◆ Records from a data source:

▼

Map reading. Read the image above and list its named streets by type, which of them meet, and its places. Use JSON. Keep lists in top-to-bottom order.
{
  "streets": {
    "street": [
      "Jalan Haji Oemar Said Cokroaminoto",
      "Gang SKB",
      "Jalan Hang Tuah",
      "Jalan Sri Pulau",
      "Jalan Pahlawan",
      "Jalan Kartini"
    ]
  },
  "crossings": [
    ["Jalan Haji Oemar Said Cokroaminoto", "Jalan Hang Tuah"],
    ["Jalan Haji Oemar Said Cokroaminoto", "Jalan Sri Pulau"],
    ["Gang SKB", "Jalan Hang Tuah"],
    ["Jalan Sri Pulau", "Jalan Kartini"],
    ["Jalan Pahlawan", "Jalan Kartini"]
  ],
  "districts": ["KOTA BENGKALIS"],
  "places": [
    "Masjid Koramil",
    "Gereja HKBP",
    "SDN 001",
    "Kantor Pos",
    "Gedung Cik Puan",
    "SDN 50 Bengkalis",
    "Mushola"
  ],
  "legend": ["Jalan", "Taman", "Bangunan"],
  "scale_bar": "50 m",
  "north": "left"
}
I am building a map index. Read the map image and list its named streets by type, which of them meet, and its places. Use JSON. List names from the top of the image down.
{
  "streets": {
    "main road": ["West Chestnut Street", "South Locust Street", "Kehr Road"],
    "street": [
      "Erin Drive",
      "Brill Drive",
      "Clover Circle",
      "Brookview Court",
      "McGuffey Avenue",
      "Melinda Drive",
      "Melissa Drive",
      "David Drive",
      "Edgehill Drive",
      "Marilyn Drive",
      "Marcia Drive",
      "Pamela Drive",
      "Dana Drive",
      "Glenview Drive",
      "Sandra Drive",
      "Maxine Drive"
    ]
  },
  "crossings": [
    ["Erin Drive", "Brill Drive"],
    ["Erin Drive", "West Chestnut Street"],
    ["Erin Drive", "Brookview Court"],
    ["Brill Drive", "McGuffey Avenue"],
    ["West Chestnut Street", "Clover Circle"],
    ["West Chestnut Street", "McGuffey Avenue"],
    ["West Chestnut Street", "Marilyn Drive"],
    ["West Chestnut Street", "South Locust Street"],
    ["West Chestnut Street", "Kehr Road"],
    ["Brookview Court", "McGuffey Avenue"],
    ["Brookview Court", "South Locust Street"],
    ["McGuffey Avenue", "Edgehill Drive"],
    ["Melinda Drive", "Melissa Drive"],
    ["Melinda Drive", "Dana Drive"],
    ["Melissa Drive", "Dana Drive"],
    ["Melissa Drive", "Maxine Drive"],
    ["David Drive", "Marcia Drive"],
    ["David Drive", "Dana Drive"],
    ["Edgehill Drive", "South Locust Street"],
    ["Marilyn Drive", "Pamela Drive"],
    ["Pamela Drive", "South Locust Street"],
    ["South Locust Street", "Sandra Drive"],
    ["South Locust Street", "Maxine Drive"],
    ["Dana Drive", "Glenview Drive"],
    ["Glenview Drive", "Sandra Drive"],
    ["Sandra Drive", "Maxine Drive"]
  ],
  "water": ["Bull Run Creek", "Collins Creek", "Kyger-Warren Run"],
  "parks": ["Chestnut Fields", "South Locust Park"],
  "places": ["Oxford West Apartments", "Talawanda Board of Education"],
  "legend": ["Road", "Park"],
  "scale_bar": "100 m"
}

▲

◆ WORK ITEM: Restate the records from above exactly as they read.

◆ TASK SOLUTION:
Map reading. Read the image above and list its named streets by type, which of them meet, and its places. Use JSON. Keep lists in top-to-bottom order.
{
  "streets": {
    "street": [
      "Jalan Haji Oemar Said Cokroaminoto",
      "Gang SKB",
      "Jalan Hang Tuah",
      "Jalan Sri Pulau",
      "Jalan Pahlawan",
      "Jalan Kartini"
    ]
  },
  "crossings": [
    ["Jalan Haji Oemar Said Cokroaminoto", "Jalan Hang Tuah"],
    ["Jalan Haji Oemar Said Cokroaminoto", "Jalan Sri Pulau"],
    ["Gang SKB", "Jalan Hang Tuah"],
    ["Jalan Sri Pulau", "Jalan Kartini"],
    ["Jalan Pahlawan", "Jalan Kartini"]
  ],
  "districts": ["KOTA BENGKALIS"],
  "places": [
    "Masjid Koramil",
    "Gereja HKBP",
    "SDN 001",
    "Kantor Pos",
    "Gedung Cik Puan",
    "SDN 50 Bengkalis",
    "Mushola"
  ],
  "legend": ["Jalan", "Taman", "Bangunan"],
  "scale_bar": "50 m",
  "north": "left"
}
I am building a map index. Read the map image and list its named streets by type, which of them meet, and its places. Use JSON. List names from the top of the image down.
{
  "streets": {
    "main road": ["West Chestnut Street", "South Locust Street", "Kehr Road"],
    "street": [
      "Erin Drive",
      "Brill Drive",
      "Clover Circle",
      "Brookview Court",
      "McGuffey Avenue",
      "Melinda Drive",
      "Melissa Drive",
      "David Drive",
      "Edgehill Drive",
      "Marilyn Drive",
      "Marcia Drive",
      "Pamela Drive",
      "Dana Drive",
      "Glenview Drive",
      "Sandra Drive",
      "Maxine Drive"
    ]
  },
  "crossings": [
    ["Erin Drive", "Brill Drive"],
    ["Erin Drive", "West Chestnut Street"],
    ["Erin Drive", "Brookview Court"],
    ["Brill Drive", "McGuffey Avenue"],
    ["West Chestnut Street", "Clover Circle"],
    ["West Chestnut Street", "McGuffey Avenue"],
    ["West Chestnut Street", "Marilyn Drive"],
    ["West Chestnut Street", "South Locust Street"],
    ["West Chestnut Street", "Kehr Road"],
    ["Brookview Court", "McGuffey Avenue"],
    ["Brookview Court", "South Locust Street"],
    ["McGuffey Avenue", "Edgehill Drive"],
    ["Melinda Drive", "Melissa Drive"],
    ["Melinda Drive", "Dana Drive"],
    ["Melissa Drive", "Dana Drive"],
    ["Melissa Drive", "Maxine Drive"],
    ["David Drive", "Marcia Drive"],
    ["David Drive", "Dana Drive"],
    ["Edgehill Drive", "South Locust Street"],
    ["Marilyn Drive", "Pamela Drive"],
    ["Pamela Drive", "South Locust Street"],
    ["South Locust Street", "Sandra Drive"],
    ["South Locust Street", "Maxine Drive"],
    ["Dana Drive", "Glenview Drive"],
    ["Glenview Drive", "Sandra Drive"],
    ["Sandra Drive", "Maxine Drive"]
  ],
  "water": ["Bull Run Creek", "Collins Creek", "Kyger-Warren Run"],
  "parks": ["Chestnut Fields", "South Locust Park"],
  "places": ["Oxford West Apartments", "Talawanda Board of Education"],
  "legend": ["Road", "Park"],
  "scale_bar": "100 m"
}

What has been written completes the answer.